[Saved data entries]

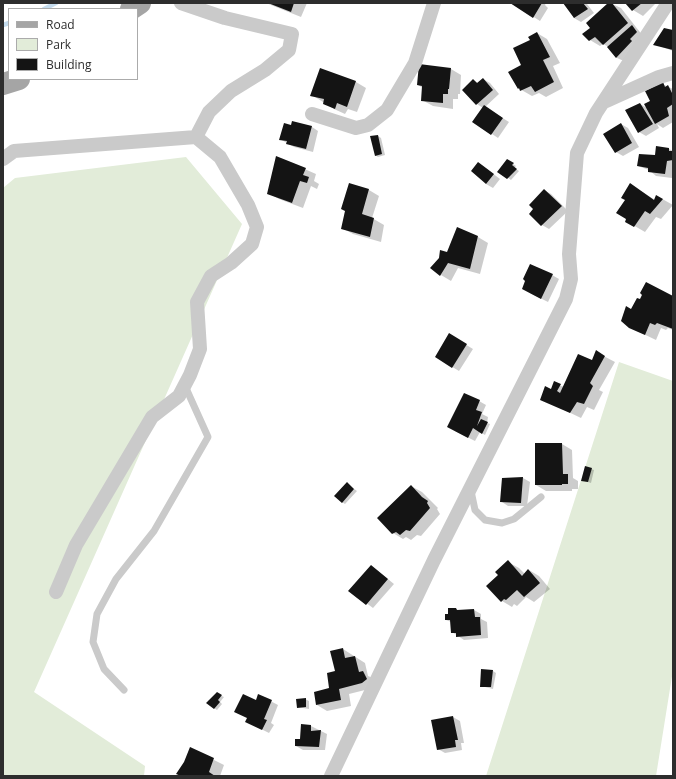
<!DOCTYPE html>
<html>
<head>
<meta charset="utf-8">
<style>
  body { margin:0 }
  #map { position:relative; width:676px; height:779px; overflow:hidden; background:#fff; font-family:"Open Sans",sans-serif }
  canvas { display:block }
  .frame { position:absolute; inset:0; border:4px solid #2d2d2d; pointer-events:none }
  .legend { position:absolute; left:8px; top:8px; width:130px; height:72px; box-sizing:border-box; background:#fff; border:1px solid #ababab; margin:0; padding:5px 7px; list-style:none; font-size:12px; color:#2d2d2d }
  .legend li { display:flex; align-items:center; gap:8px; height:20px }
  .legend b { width:20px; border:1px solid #ababab }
</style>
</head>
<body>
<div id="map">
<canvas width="676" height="779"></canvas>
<div class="frame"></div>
<ul class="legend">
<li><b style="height:5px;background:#a5a5a5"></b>Road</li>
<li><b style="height:11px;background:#e2ecd9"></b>Park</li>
<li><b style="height:11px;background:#141414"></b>Building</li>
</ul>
</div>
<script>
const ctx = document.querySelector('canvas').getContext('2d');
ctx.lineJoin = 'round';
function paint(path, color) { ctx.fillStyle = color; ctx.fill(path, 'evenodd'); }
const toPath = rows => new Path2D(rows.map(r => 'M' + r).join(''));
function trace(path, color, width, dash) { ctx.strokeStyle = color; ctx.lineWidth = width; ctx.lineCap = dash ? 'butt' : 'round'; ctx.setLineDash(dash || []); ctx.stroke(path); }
paint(toPath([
  [186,157,242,224,34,692,145,766,144,776,3,776,3,188,15,178],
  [619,362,673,381,673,670,656,776,486,776]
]), '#e2ecd9');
paint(toPath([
  [266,3,307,3,301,17],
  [512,3,546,3,545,5,548,8,540,21],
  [565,3,589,3,587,4,594,13,581,22,574,18],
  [610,3,621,8,643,36,624,61,617,58,607,46,603,44,600,46,590,40,591,28],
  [627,3,656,3,643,16,633,10],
  [673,31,673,51,654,44],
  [537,33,547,39,560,63,553,66,563,88,546,97,539,93,532,96,518,88,523,65,531,40],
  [420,66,451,69,461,75,460,94,458,94,458,99,453,99,453,109,433,106,422,100,423,88,418,85],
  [321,69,356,82,366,88,357,112,348,109,345,114,334,109,312,95],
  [483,79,490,83,499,94,485,107,509,122,498,138,474,122,483,108,477,104,463,90,473,80,478,83],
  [662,84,673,89,673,122,663,128,657,124,659,128,646,136,639,132,640,104,647,108],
  [621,124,628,128,639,147,623,156,616,152],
  [292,126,312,127,318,131,313,152,294,147,280,139],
  [378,136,381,138,385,155,378,157,375,155],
  [669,149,673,151,672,178,656,176,649,170,638,166],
  [277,157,316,174,314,181,319,184,317,189,311,186,303,208,279,199,268,193],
  [507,160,516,166,514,168,519,171,511,180,499,171],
  [479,163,500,179,493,188,486,184],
  [350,185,369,190,379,196,372,218,384,225,381,242,353,234,342,228],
  [544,190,551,194,568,211,549,229,542,225,535,209],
  [641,191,655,200,657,196,673,205,661,219,656,217,645,232,626,221,626,200],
  [478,237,488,243,480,274,458,268,451,281,441,275,447,253],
  [552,275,559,279,548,302,530,293],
  [646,283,673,297,673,330,668,328,666,330,661,328,656,340,635,330,631,311,640,300],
  [450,335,473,349,459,371,436,357],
  [596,352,615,362,599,390,603,392,594,410,587,407,581,418,541,399,551,390,554,383,564,387,593,361],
  [479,401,486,405,482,414,488,417,487,423,490,424,485,435,480,432,475,441,455,431],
  [562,444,572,450,573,478,578,481,578,489,572,489,572,491,546,491,536,485],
  [591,469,594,470,591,483,582,480],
  [523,478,530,482,527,506,508,506,502,502,503,479],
  [350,486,357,491,345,504,342,502],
  [411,486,422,492,438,508,437,509,440,514,421,536,417,535,411,540,406,537,403,539,393,533],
  [508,562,519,568,525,574,529,570,539,576,550,589,534,602,526,597,517,606,514,604,512,607,502,601,499,575],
  [378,571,394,584,373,608,350,591],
  [456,609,460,611,474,610,481,614,481,619,487,622,488,638,464,640,452,632,451,622,446,620],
  [343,649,365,663,368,676,373,678,373,688,349,694,351,706,327,711,317,705,330,689],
  [493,671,496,673,493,689,481,686],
  [217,694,224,697,220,702,222,704,217,710,214,708],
  [259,695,278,705,271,723,274,725,269,733,253,725],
  [305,699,309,701,309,709,297,707],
  [453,717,460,721,464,743,461,743,462,750,445,753,438,749],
  [302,725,311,726,327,734,325,750,303,750,296,746,301,740],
  [190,748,224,765,220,776,182,776,185,762]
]), '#0003');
trace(toPath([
  [44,9,56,3],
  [3,25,9,23]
]), '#c4dbed', 4.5);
paint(toPath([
  [268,3,294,3,291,12],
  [510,3,542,3,533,18],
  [563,3,583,3,588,9,574,18],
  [608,3,612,3,628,23,603,45,595,37,589,41,582,34,590,28,586,23],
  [625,3,642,3,632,11],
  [632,25,637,32,630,39,632,41,616,58,607,47],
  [664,28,673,30,673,50,653,45],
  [537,32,550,57,543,60,554,82,535,92,531,86,520,91,519,88,518,89,508,72,521,65,513,48,530,40,528,37],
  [419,64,451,68,449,89,448,89,448,94,443,94,443,103,421,101,422,86,417,85],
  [320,68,356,81,347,107,337,103,335,109,323,104,324,99,310,96],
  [483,78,493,90,476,105,462,90,473,79,477,83],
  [663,82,665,87,668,85,673,95,673,104,667,108,669,116,655,124,644,104,650,101,645,91],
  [640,103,653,124,638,133,625,110],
  [484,105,503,118,491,135,472,122],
  [292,121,312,126,306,149,286,144,287,141,279,140,284,123,291,125],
  [621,123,632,143,615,153,603,134],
  [378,135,382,154,375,156,370,136],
  [656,146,669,148,669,151,673,151,673,160,667,161,665,174,648,172,648,168,637,166,639,154,655,155],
  [276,156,306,168,303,175,309,177,307,183,300,181,292,203,267,194],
  [507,159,514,163,512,165,517,169,507,179,497,172],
  [478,162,494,174,486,184,471,171],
  [349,183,369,189,362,214,374,218,370,237,341,229,345,211,341,209],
  [630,183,654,200,656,195,663,199,650,214,645,211,634,227,625,222,626,219,616,213,625,200,621,198],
  [544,189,562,206,541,226,529,214,533,209,529,205],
  [457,227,478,236,470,269,448,263,440,276,430,268,439,258,440,250,447,252],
  [530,264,553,274,541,299,522,289,525,281,523,279],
  [646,282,673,296,673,329,657,323,655,325,650,323,645,335,629,328,621,321,626,306,631,309,637,298,640,299,642,295,640,293],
  [449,333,467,344,452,368,435,357],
  [596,350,605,356,590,383,593,386,584,404,577,402,570,413,540,400,545,386,551,389,554,381,561,384,557,391,560,393,578,354,592,360],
  [464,393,480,400,476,410,482,412,477,426,481,419,488,422,482,434,473,428,468,438,447,427],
  [535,443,562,443,563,474,568,474,568,484,562,484,562,485,535,485],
  [585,466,592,468,588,482,581,481],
  [523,477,521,503,500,502,502,478],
  [347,482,354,489,342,503,334,496],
  [411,485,422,497,428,501,427,503,430,508,410,531,406,530,400,535,396,532,392,534,377,518],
  [508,560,522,576,528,569,540,583,524,597,517,590,506,600,504,599,501,602,486,586,498,575,495,572],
  [371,565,388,579,366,605,348,591],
  [448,608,456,608,457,610,474,609,475,617,480,617,481,635,456,637,456,633,451,633,450,620,445,620,445,614,448,614],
  [343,648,345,658,355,656,359,672,363,671,367,679,362,683,339,689,341,700,316,705,314,692,329,688,327,673,335,671,330,651],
  [481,669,493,670,491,687,480,687],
  [217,692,222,695,218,700,220,702,214,709,206,703],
  [243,694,256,700,258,694,272,700,264,719,267,720,262,730,245,722,247,718,234,712],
  [306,698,306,707,297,708,296,699],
  [453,716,458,740,455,740,456,747,437,750,431,720],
  [301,724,311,725,311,731,321,730,319,747,295,746,295,739,300,739],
  [190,747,214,758,209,772,215,776,181,776,176,774,184,762]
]), '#141414');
trace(toPath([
  [471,491,475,510,485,520,502,523,514,519,541,497],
  [124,690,104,669,93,642,97,614,116,579,154,531,208,437,185,386]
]), '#cacaca', 7);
trace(toPath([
  [606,101,659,77,673,73],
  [312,114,356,128,368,125,387,110,415,63,434,3],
  [3,159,14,151,196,137,209,112,231,91,265,70,289,50,292,34,225,18,181,3],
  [56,592,76,545,152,417,179,396,190,375,200,349,197,302,211,276,231,263,252,244,257,227,248,205,220,157,196,137],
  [331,776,434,560,566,299,571,279,569,254,577,153,596,113,668,3]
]), '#cacaca', 14);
trace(toPath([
  [131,9,140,3],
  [3,84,19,79]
]), '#a5a5a5', 22);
</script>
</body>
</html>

■ Problem ■
Bring together every line in the entries that holds the string "const".

■ Your solution ■
const ctx = document.querySelector('canvas').getContext('2d');
const toPath = rows => new Path2D(rows.map(r => 'M' + r).join(''));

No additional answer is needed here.